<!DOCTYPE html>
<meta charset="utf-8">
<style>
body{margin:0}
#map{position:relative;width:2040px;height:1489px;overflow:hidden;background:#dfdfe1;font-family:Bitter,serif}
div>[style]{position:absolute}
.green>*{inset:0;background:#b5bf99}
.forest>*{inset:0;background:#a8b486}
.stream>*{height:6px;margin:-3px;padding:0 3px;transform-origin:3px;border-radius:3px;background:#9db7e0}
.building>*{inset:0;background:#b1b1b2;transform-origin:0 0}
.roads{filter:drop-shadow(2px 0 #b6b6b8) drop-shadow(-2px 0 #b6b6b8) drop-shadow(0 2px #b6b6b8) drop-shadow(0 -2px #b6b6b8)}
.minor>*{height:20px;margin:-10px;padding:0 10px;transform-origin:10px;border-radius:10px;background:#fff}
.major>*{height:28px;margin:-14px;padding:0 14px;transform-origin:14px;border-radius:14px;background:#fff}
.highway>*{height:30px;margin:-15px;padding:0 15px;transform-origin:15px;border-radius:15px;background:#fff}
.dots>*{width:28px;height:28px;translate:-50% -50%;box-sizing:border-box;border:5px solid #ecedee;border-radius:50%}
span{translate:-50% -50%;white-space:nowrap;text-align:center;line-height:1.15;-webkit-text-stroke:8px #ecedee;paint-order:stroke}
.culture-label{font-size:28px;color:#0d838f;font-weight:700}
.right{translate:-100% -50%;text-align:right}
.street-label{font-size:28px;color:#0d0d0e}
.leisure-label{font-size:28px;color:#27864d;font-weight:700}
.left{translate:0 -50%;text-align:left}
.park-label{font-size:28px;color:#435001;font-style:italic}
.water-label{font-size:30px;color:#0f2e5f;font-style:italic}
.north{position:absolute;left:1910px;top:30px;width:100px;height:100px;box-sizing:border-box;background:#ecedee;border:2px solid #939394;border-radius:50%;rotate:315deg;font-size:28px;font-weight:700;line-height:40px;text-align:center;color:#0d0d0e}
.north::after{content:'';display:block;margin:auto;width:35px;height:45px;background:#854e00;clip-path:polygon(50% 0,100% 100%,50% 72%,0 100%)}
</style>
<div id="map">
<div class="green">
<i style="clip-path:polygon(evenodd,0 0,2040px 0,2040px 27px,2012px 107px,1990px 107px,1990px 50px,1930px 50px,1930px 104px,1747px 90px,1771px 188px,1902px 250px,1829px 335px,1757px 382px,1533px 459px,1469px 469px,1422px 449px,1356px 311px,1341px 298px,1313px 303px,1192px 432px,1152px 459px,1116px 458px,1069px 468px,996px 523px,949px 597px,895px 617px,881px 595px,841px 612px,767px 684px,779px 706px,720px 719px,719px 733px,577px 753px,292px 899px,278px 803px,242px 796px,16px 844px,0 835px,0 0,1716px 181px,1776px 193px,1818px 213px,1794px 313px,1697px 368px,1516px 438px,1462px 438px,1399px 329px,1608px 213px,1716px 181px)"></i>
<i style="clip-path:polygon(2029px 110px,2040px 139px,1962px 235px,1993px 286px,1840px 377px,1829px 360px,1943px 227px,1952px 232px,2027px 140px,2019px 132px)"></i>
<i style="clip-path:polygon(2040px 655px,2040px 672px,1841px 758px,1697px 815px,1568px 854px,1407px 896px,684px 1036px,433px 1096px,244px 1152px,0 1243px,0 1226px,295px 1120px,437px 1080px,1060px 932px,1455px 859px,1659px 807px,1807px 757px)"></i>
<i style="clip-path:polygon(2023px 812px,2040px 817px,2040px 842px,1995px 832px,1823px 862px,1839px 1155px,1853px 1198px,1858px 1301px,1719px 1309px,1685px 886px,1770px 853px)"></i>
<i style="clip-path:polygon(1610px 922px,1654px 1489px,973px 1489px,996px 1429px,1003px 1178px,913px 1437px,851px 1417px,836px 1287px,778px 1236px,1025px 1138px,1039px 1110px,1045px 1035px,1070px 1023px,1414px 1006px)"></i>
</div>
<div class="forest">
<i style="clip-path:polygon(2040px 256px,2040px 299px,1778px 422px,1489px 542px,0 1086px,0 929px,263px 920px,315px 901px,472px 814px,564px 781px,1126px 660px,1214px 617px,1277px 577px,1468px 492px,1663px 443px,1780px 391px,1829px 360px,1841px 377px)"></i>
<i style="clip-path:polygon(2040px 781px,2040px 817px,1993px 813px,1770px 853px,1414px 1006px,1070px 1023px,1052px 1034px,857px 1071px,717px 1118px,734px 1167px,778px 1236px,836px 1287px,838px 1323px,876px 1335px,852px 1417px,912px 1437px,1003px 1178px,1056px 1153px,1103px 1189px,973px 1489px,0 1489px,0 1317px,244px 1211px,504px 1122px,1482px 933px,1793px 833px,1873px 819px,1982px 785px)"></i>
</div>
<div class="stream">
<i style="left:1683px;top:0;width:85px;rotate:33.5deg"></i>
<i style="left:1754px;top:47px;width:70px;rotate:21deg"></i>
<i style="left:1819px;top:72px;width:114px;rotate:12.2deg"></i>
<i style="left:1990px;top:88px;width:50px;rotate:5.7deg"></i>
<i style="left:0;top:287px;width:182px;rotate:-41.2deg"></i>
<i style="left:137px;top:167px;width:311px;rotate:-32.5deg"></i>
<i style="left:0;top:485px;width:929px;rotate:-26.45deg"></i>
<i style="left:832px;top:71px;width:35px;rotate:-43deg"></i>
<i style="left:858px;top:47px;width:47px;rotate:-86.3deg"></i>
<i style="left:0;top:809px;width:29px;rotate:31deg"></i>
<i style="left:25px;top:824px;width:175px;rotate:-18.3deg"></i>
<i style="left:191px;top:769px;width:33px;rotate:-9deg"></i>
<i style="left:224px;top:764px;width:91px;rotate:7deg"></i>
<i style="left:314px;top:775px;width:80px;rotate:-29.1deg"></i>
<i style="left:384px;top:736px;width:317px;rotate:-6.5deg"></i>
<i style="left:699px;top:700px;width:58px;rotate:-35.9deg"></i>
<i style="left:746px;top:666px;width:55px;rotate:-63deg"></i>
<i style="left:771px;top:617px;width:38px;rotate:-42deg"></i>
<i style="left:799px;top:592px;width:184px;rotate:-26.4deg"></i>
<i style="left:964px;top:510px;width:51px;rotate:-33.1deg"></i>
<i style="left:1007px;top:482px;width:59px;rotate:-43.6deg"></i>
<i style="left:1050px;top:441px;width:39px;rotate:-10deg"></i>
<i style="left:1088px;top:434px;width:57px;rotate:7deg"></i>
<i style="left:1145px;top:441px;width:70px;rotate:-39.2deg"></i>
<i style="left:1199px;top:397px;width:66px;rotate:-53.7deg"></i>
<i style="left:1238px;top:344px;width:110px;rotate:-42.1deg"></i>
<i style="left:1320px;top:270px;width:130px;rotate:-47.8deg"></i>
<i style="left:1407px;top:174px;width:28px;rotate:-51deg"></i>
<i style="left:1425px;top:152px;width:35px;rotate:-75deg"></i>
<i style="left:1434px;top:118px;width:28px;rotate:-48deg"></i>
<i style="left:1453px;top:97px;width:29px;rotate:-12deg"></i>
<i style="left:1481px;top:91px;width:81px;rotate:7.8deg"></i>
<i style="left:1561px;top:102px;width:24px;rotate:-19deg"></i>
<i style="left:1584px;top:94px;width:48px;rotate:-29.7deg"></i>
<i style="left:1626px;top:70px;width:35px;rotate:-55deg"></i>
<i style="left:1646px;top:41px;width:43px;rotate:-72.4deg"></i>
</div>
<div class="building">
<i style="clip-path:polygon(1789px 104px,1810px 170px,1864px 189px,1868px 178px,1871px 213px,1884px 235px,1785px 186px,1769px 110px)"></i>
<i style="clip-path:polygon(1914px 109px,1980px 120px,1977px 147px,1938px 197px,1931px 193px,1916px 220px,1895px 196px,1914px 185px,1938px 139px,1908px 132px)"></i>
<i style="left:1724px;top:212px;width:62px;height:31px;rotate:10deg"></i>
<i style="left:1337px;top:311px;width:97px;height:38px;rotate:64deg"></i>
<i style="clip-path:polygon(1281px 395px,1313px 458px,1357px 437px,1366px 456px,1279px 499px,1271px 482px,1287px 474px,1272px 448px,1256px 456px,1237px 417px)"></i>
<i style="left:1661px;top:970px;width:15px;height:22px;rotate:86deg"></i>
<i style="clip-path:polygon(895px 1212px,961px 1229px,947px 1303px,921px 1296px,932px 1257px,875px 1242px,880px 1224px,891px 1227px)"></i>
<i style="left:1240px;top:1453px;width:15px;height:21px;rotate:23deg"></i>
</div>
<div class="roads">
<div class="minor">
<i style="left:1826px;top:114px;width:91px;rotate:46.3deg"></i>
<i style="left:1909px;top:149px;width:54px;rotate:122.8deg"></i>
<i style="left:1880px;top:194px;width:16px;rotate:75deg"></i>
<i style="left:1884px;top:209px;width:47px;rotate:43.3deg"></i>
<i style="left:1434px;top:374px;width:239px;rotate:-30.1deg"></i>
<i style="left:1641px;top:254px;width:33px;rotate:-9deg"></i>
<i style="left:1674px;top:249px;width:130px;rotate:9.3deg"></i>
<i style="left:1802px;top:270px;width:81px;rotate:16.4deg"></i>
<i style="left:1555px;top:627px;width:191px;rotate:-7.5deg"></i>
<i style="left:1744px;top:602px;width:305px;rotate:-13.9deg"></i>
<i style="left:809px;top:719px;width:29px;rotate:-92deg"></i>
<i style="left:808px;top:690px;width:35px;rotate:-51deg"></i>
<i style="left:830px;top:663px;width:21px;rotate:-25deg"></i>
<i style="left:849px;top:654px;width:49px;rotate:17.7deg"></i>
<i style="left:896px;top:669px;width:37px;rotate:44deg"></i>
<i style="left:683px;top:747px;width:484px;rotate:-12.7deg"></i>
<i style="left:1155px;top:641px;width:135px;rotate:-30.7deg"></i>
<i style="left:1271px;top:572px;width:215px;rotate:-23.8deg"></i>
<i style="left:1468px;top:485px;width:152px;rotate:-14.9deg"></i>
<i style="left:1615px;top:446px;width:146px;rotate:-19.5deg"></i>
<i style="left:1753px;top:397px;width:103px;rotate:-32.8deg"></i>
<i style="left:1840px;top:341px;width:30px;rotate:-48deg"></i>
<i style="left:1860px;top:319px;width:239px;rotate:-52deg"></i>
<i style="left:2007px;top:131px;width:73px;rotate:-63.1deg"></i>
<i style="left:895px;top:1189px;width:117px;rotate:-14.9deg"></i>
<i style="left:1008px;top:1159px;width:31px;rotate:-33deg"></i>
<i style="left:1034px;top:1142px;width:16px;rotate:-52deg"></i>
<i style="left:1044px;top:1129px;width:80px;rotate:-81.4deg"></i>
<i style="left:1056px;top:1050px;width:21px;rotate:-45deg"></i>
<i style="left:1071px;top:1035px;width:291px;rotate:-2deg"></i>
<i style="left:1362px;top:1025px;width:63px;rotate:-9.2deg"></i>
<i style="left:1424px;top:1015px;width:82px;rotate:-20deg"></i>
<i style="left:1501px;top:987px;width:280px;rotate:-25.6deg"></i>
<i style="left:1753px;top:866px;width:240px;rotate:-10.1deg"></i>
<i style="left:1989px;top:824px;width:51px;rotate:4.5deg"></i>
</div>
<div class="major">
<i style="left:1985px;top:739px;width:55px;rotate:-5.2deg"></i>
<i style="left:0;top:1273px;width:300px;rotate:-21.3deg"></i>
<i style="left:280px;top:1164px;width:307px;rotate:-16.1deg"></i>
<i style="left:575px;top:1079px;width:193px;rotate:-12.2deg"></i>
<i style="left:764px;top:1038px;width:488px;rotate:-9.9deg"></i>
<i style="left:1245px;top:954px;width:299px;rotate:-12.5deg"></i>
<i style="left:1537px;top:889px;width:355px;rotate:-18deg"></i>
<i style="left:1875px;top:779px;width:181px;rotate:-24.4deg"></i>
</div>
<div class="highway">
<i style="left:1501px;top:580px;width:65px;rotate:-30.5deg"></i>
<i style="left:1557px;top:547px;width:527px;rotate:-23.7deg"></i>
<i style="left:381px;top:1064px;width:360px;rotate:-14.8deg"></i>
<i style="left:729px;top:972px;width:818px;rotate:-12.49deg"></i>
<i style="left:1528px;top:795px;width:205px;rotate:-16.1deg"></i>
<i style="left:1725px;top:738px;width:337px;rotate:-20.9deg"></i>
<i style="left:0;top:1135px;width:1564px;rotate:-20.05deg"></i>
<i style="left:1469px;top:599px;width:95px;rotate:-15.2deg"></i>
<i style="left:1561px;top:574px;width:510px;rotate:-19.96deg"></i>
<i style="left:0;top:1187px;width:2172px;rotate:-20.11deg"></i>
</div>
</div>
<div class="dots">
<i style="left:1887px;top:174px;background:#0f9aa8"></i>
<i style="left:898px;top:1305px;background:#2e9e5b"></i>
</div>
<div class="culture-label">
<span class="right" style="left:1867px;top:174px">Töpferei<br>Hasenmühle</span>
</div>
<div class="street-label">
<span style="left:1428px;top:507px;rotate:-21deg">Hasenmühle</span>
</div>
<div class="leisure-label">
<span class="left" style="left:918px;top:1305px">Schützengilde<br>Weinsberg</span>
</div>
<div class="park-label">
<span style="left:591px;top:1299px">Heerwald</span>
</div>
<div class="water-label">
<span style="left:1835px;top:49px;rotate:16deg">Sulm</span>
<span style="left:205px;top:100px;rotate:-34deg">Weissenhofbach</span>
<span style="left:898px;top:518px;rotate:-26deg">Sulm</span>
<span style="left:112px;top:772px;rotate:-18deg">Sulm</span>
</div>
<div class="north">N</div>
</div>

__________________________________________________

Among the lines above, which ones hold the string "stream"? Show them.

.stream>*{height:6px;margin:-3px;padding:0 3px;transform-origin:3px;border-radius:3px;background:#9db7e0}
<div class="stream">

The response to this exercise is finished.